Our volume continues to increase. In UofL Pediatrics' first year, we saw 400 patients. If we continue at our current pace, we'll see 850 child abuse cases in 2010. Our goal is to reach a plateau and see the number of cases drop off so we can focus more on education and prevention areas. I don't think we're there yet.

What does your certification mean for UofL's child abuse program and for Kentucky, which has just been designated the nation's leader in child abuse deaths?

I think my certification helps most in court because it helps legitimize my training and explain my role. Unfortunately, as in many other court cases, there are other people who come to court and represent themselves as child abuse experts and they are not. This is one way to help filter out some of those folks.

In addition to allowing me do a better job educating judges and juries, this designation may bring more resources to the area of child abuse. There's the whole issue of payment for these services. We don't charge for our services; we depend on philanthropy. Now that there's an accredited subspecialty, we may be able to be reimbursed by insurance companies. It also makes us more able to fund research.

Finally, it will hopefully raise awareness of the field so that we can recruit more bright, young doctors to the field.  There aren't nearly enough child abuse specialists to meet the need, so it's important to encourage pediatricians-in-training to consider this as a career.

Why do you think Kentucky's child abuse numbers are so high?

It's a combination of issues, some good and some not so good. One thing that sometimes overlooked is that Kentucky's medical examiner system is very good. The medical examiners across the state do an excellent job recognizing abuse. Unfortunately, there are so many places where a child dies as a result of abuse and the person doing the autopsy doesn't recognize that maltreatment played a role. Or, there is no autopsy. The fact that we recognize it when it happens is going to increase our numbers.

We have lots of teenage parents and lots of people with poor education, poverty. Drug abuse - methamphetamine use - is really increasing and we absolutely see a link between substance abuse and domestic violence and child abuse. Also, I think Kentucky's criminal code is not as punitive toward child abuse perpetrators as some other states. I don't know to what degree that it affects our numbers but I don't think that it helps.
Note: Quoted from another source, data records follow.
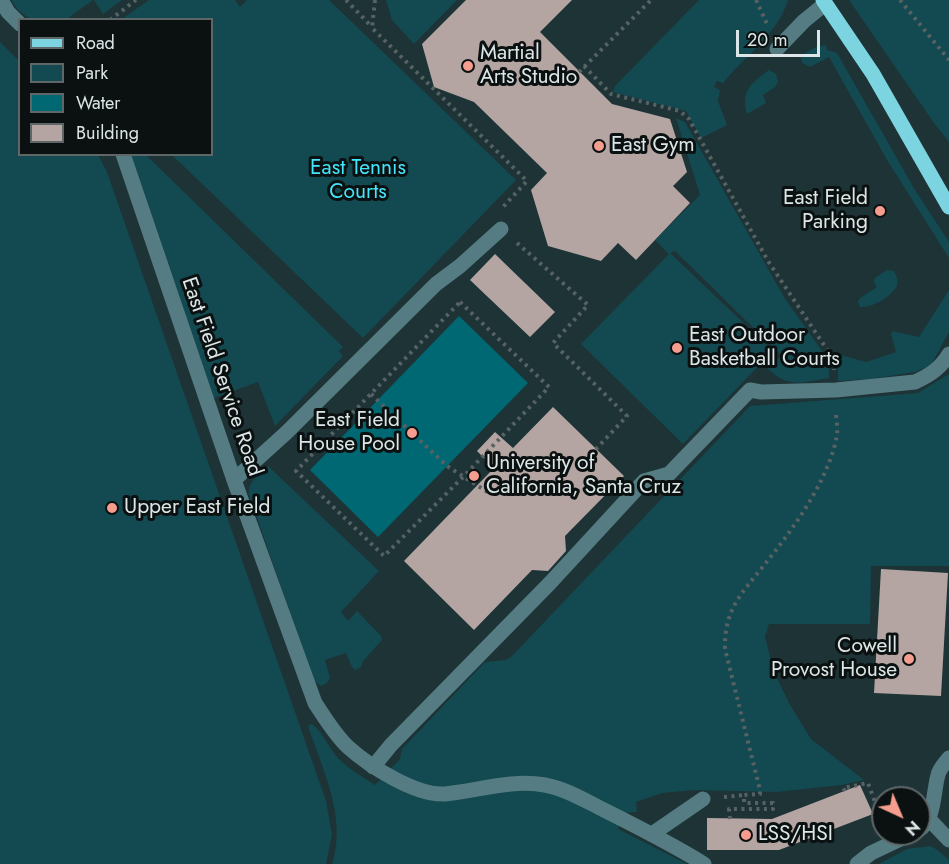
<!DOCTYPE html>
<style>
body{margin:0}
#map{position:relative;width:949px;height:864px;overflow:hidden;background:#1c292b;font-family:Jost,sans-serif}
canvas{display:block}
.legend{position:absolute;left:18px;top:18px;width:195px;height:138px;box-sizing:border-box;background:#0b1111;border:2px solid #5f6667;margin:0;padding:8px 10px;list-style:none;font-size:18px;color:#dde6e7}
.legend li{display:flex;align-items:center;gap:12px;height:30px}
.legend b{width:30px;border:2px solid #5f6667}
.north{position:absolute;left:871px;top:786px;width:60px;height:60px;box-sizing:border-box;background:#0b1111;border:2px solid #5f6667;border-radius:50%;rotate:136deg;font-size:16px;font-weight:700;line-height:24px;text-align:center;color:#dde6e7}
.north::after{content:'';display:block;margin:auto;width:21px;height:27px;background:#f59d8f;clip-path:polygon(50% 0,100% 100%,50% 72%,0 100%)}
.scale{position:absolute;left:736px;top:30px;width:84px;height:27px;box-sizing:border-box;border:3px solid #dde6e7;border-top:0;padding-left:8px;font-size:18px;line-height:21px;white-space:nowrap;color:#dde6e7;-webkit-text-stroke:4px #0b1111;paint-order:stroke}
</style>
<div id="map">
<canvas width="949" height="864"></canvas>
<ul class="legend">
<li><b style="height:8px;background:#7cd4e0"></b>Road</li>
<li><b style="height:16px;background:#134950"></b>Park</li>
<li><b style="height:16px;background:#006873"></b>Water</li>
<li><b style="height:16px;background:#b4a5a2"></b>Building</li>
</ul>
<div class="north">N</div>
<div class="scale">20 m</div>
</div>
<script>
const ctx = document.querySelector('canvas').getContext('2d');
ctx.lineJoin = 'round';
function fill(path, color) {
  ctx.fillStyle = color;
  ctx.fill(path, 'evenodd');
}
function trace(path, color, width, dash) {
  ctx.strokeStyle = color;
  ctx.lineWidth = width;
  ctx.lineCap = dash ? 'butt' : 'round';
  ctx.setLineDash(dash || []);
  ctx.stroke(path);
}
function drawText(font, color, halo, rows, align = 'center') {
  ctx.font = font + ' Jost,sans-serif';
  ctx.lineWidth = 6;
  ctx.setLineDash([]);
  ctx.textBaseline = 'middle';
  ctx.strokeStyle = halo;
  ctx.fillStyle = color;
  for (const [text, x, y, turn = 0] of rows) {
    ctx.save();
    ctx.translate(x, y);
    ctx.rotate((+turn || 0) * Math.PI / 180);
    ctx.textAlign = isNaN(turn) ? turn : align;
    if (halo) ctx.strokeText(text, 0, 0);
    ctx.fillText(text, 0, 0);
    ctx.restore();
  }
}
fill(new Path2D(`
 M0,0H949V864H0ZM20,20H212V154H20ZM883,798H919V834H883Z`), '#1d3336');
fill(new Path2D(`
 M11,0H93L67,19L31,20L18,10Z
 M94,0H122L103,14Z
 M149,0H235L240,7L247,0H329L516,180L363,338L172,155L212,154V20L122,19Z
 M386,0H457L414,44L392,20Z
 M699,0H788C778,34 744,57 723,83L717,81L714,87L720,90L718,101L727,125L701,138L686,111L613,92L615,86Z
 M849,0H949V142L934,123Z
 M0,42L19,61L20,154L98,155L107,172L326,801L332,834L326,864H0Z
 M826,45L827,50L837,53L915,190L949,242V258L887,160L829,57L810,67L802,63L801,58C807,49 816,47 826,45Z
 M769,70L776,74L778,82L775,87L763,95L766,103L747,114C740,90 752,83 769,70Z
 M676,118L685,122L784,297L829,361V378C803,382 789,389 768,369L781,355L675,251L670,253L773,351L683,444L581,344L669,254L655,240L700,195Z
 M129,155H146L343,347L339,351L343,356L275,426L258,382L214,398Z
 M887,270L894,271C896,276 899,280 897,285C892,297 872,308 860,307L858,302L860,298L877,287L874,282L875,278Z
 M949,290V332L931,365L915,372L870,379L838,381V360L833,353L866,362L896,352L891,334L893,331L919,337Z
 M949,374V566H871L870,624H769L765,637L774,672L789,703L811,739L864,780L842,785L776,792L694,790L662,793L636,802L637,812L623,813L618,829L687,864H332C347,817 323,771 308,726L311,724C323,730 329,750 340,760C350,770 363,777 375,785L400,759L402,749L484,663C493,660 504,662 511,657L750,406L918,393Z
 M268,466L379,571L341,612L348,621L357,611L381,636L382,640L363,661L361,667L355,670L352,667L346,653L325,660L330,678L327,683L321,686L314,681L249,495C247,482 260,474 268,466Z
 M930,846L936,849L949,860V864H879L907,849Z`), '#134950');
fill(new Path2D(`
 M459,316L528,383L378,537L310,470Z`), '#006873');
fill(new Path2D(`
 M466,0H572L540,32L612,104L670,119L687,172L673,186L690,203L636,260L618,243L601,261L548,246L531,190L547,173L474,102L434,87L422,44Z
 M495,254L555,312L530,337L470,280Z
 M553,407L624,476L565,536L566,551L548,571L532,570L474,630L404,561L494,468L477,451L495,432L513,448Z
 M881,569L948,573L941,696L874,693Z
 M860,785L873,814L779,850H707V818L772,819Z`), '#b4a5a2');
trace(new Path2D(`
 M346,0L372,27
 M375,0L372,28L527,181L503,207
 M756,0L768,26
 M900,0L949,60
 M110,20L136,0
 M584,66L611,94L680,111L689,119L768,261L834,360V370
 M579,72L651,0
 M517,243L588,305L553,343L627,416L596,449
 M460,302L549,387L464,476L384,556L296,471Z
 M371,394L447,466L489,493
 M845,791L843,788L868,783L883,824
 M724,797L744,795
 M730,819L729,809H773V803H744V795L760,794V790L725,649C724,609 742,593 765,564C793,529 829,480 837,435C838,428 836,419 836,412`), '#576264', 4, [3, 4.5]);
trace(new Path2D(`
 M1,0L8,12L20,24
 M777,49L804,21L825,4
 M123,154L234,480L315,703C325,718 335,735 348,747C369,766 416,796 445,794C477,791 512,779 545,785C566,789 584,800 604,810C638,827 672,844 704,864
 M234,480L286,433L436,284L460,266L501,229
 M373,767L391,745L550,583L644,481L669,474L750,390L761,392L836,390L915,382C930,375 941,368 949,354
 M928,818L949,840
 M919,830C935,820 933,792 938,775C939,769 945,763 949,758
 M652,834L703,799
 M857,864L871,853L911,834`), '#547c82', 15);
trace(new Path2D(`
 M823,0L873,74L949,207`), '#7cd4e0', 15);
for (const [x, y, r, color] of [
 [468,66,6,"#f59d8f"],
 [599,146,6,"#f59d8f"],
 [880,211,6,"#f59d8f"],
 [677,348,6,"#f59d8f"],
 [412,433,6,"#f59d8f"],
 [474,476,6,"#f59d8f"],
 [112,508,6,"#f59d8f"],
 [909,659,6,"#f59d8f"],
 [746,835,6,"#f59d8f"]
]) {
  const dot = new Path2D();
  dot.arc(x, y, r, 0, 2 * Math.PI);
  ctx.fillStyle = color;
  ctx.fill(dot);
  trace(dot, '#0b1111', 2);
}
drawText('21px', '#dde6e7', '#0b1111', [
 ["Martial",480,54],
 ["Arts Studio",480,78],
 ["East Gym",611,146],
 ["East Field",868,199,"right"],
 ["Parking",868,223,"right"],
 ["East Outdoor",689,336],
 ["Basketball Courts",689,360],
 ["East Field",400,421,"right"],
 ["House Pool",400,445,"right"],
 ["University of",486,464],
 ["California, Santa Cruz",486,488],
 ["Upper East Field",124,508],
 ["Cowell",897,647,"right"],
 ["Provost House",897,671,"right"],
 ["LSS/HSI",758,835]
], 'left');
drawText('21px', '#43e6fa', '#0b1111', [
 ["East Tennis",358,169],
 ["Courts",358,193]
]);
drawText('21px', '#dde6e7', '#0b1111', [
 ["East Field Service Road",221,377,71]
]);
</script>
What about prevention? What can people do?

Like my colleagues, I'm always thinking about prevention. That's one reason why having this new subspecialty will help a lot. It will bring with it the recognition and the resources we need so we can do more robust research, not just research about specific injury types but also about prevention. In a perfect world we could put ourselves out of business.

It is so common for domestic violence, substance abuse and untreated mental health to be linked to child abuse. So many times it starts when kids are young, when they've gotten into bad relationships or they've been raised in households where discipline is done in an inappropriate manner. They don't know a better way. My number one recommendation is to incorporate parenting and relationship education in the public schools. Not just for young women but young men too.

What does the future hold for pediatric forensic medicine here?

Things are definitely looking up. We have another doctor joining us in late June. She also took and passed the exam, so we'll have two board-certified child abuse pediatrics specialists which is important if we want to have a fellowship.

The research component of UofL Pediatrics' program has been neglected because we've been so focused on the clinical service. With additional faculty we'll have more time to devote to research and seeking funding. I would like to see our program become a national model for how to address child abuse from the prevention, research, education and clinical aspects-both diagnosis and treatment - so that it is as comprehensive and multidisciplinary possible.

What's my ultimate goal? I want to make Kentucky last (in child abuse deaths).